__Exercise objective__
Print the whole listing again exactly, keeping no pictures in it.

__The data__
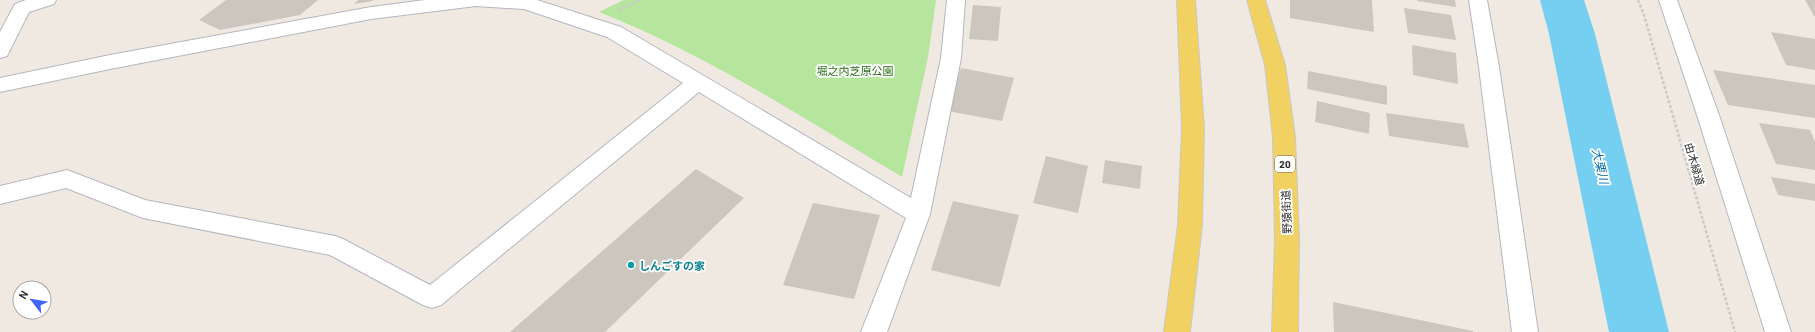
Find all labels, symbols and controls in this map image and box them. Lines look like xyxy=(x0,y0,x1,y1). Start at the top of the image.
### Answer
park label: 堀之内芝原公園 xyxy=(817,64,894,77)
street label: 由木緑道 xyxy=(1683,141,1707,187)
water label: 大栗川 xyxy=(1590,147,1612,187)
road number: 20 xyxy=(1275,156,1295,172)
street label: 野猿街道 xyxy=(1279,190,1293,234)
place label: しんごすの家 xyxy=(639,259,705,272)
marker: しんごすの家 xyxy=(626,260,636,270)
north arrow xyxy=(12,280,52,320)
text: N xyxy=(16,288,30,301)

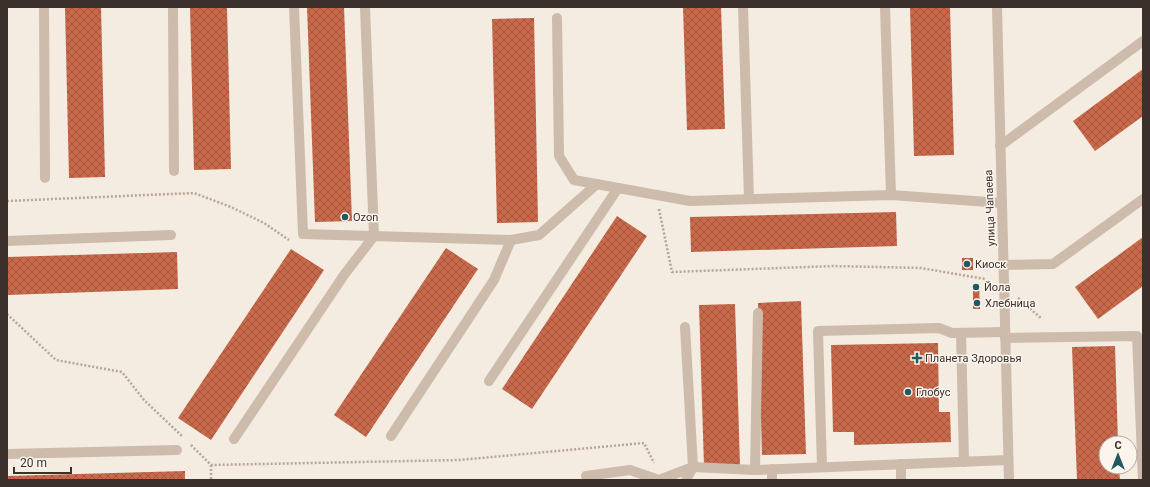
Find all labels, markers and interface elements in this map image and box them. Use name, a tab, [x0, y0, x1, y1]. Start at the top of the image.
street label: улица Чапаева	[982, 169, 998, 247]
place label: Ozon	[353, 211, 378, 224]
marker: Ozon	[340, 212, 350, 222]
place label: Киоск	[975, 258, 1006, 271]
marker: Киоск	[962, 259, 972, 269]
place label: Йола	[984, 281, 1010, 294]
marker: Йола	[971, 282, 981, 292]
place label: Хлебница	[985, 297, 1035, 310]
marker: Хлебница	[972, 298, 982, 308]
place label: Планета Здоровья	[925, 352, 1021, 365]
marker: Планета Здоровья	[912, 353, 922, 363]
place label: Глобус	[916, 386, 951, 399]
marker: Глобус	[903, 387, 913, 397]
north arrow	[1098, 435, 1138, 475]
text: С	[1114, 439, 1122, 452]
scale bar	[14, 449, 71, 475]
text: 20 m	[20, 456, 47, 470]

__Output of the exercise__
Find all labels, symbols and controls in this map image and box them. Lines look like xyxy=(x0,y0,x1,y1). Start at the top of the image.
### Answer
park label: 堀之内芝原公園 xyxy=(817,64,894,77)
street label: 由木緑道 xyxy=(1683,141,1707,187)
water label: 大栗川 xyxy=(1590,147,1612,187)
road number: 20 xyxy=(1275,156,1295,172)
street label: 野猿街道 xyxy=(1279,190,1293,234)
place label: しんごすの家 xyxy=(639,259,705,272)
marker: しんごすの家 xyxy=(626,260,636,270)
north arrow xyxy=(12,280,52,320)
text: N xyxy=(16,288,30,301)

Find all labels, markers and interface elements in this map image and box them. Use name, a tab, [x0, y0, x1, y1]. Start at the top of the image.
street label: улица Чапаева	[982, 169, 998, 247]
place label: Ozon	[353, 211, 378, 224]
marker: Ozon	[340, 212, 350, 222]
place label: Киоск	[975, 258, 1006, 271]
marker: Киоск	[962, 259, 972, 269]
place label: Йола	[984, 281, 1010, 294]
marker: Йола	[971, 282, 981, 292]
place label: Хлебница	[985, 297, 1035, 310]
marker: Хлебница	[972, 298, 982, 308]
place label: Планета Здоровья	[925, 352, 1021, 365]
marker: Планета Здоровья	[912, 353, 922, 363]
place label: Глобус	[916, 386, 951, 399]
marker: Глобус	[903, 387, 913, 397]
north arrow	[1098, 435, 1138, 475]
text: С	[1114, 439, 1122, 452]
scale bar	[14, 449, 71, 475]
text: 20 m	[20, 456, 47, 470]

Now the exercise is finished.